Authentic Early Jazz, From A 23-Year-Old 'WomanChild'
Diehl, a Juilliard-trained piano player, was performing church hymns at Mass from age 8. He says he was "that weird, nerdy kid" who loved classical music growing up. Salvant studied baroque music in France before a professor there persuaded her to try singing jazz.
Together, they riff like a pair of old souls who came together after years. But that's not really the case.
"Our first meeting was a 21st century [meeting] through Skype," Diehl says in an interview with All Things Considered host Audie Cornish. "So we didn't actually formally meet until several, several months later."
Diehl plays on Salvant's debut album, WomanChild. At 23, Salvant plucks tunes from the early days of jazz — a long way away from her own teenage fixation on grunge rock.
"I try to routinely go back to my 15-year-old self, and I try to make music that will also draw that type of person in," Salvant says. "All the while still being very authentic, and trying to be excellent at it."
"Yeah, I like how Cecile used the word 'authentic,' " Diehl says. "Because for me, I want to create an insatiable appetite for jazz, where the music can be accessible to a wider audience, but the music should always have a high level of quality and authenticity."
Diehl and Salvant may be young, but they evince great awareness of jazz history.

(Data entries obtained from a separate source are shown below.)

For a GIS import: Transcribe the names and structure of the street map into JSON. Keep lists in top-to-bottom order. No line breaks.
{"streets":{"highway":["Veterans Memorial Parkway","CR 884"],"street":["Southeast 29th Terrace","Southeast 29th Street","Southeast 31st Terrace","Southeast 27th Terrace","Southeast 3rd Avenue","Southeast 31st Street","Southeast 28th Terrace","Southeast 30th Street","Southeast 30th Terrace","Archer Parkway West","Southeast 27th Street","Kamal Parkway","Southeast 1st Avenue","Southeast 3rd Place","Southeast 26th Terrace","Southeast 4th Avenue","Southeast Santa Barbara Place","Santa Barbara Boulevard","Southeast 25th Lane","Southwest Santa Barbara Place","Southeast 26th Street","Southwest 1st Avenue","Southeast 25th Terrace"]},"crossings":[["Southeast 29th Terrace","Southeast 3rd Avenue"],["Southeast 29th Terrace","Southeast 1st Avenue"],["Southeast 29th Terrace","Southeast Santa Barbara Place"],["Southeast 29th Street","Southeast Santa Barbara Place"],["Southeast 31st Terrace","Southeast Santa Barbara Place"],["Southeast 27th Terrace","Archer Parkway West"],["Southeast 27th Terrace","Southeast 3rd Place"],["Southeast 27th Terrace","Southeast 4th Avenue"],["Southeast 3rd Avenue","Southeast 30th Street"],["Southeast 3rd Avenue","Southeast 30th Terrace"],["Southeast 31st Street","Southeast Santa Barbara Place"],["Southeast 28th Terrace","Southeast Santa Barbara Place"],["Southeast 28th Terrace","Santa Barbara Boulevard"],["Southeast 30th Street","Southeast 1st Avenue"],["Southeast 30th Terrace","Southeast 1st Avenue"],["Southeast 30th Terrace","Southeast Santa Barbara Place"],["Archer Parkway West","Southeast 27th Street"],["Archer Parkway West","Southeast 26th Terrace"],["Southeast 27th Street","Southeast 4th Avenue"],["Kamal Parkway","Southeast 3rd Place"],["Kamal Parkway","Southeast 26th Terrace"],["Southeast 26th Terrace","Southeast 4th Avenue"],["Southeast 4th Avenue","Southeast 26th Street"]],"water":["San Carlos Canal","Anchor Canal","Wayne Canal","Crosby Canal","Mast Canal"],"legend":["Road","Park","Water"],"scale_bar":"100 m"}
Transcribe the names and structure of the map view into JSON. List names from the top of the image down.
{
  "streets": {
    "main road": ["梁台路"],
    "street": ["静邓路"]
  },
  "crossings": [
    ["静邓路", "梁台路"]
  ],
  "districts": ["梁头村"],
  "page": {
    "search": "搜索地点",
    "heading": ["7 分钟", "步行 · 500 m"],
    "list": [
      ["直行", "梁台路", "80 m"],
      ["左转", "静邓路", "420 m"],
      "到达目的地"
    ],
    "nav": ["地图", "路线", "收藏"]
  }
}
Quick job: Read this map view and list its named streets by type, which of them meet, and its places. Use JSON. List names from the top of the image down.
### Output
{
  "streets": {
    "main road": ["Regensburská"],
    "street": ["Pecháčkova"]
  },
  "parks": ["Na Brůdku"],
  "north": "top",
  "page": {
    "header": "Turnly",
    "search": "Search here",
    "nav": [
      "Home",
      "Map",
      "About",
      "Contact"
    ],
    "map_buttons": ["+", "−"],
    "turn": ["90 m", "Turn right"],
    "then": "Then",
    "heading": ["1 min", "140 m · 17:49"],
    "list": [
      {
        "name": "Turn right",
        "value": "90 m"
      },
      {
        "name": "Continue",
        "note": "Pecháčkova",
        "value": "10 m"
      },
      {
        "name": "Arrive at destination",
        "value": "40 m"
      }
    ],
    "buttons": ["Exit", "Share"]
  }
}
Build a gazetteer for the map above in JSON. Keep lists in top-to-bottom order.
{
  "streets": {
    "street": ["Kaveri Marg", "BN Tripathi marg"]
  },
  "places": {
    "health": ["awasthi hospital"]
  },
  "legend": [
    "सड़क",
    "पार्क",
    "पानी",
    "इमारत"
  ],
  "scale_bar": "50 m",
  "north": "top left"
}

Diehl also released an album this year, The Bespoke Man's Narrative, which draws largely from the work of pianist John Lewis and his band of many years, the Modern Jazz Quartet. And Salvant elected to record songs that might be seen as controversial today — songs like "Nobody," by the black minstrel performer Bert Williams, and a number called " You Bring Out the Savage in Me."
Salvant says she first heard "Savage" while listening to Valaida Snow, a female trumpet player, singer and bandleader who was popular in the 1930s.
"When I first heard it, I couldn't help but laugh, because I thought, goodness, how racist to be a black woman singing, 'You bring out the savage in me / You can be my ape man,' " Salvant says. "And I just immediately wanted to sing it, because it was so completely absurd and outrageous. And I wanted to be able to laugh about it, too."
So are songs like this part of reclaiming a legacy?
"I feel that it's important to capture as much of the language of jazz as possible in order to create my own unique identity," Diehl says. "And so, even more so than the social connotations associated with certain pieces, certain periods, I think about the music as a language, and how I can study and use the evolution of the language to my benefit. And distill that in an emotional way that reaches the listener."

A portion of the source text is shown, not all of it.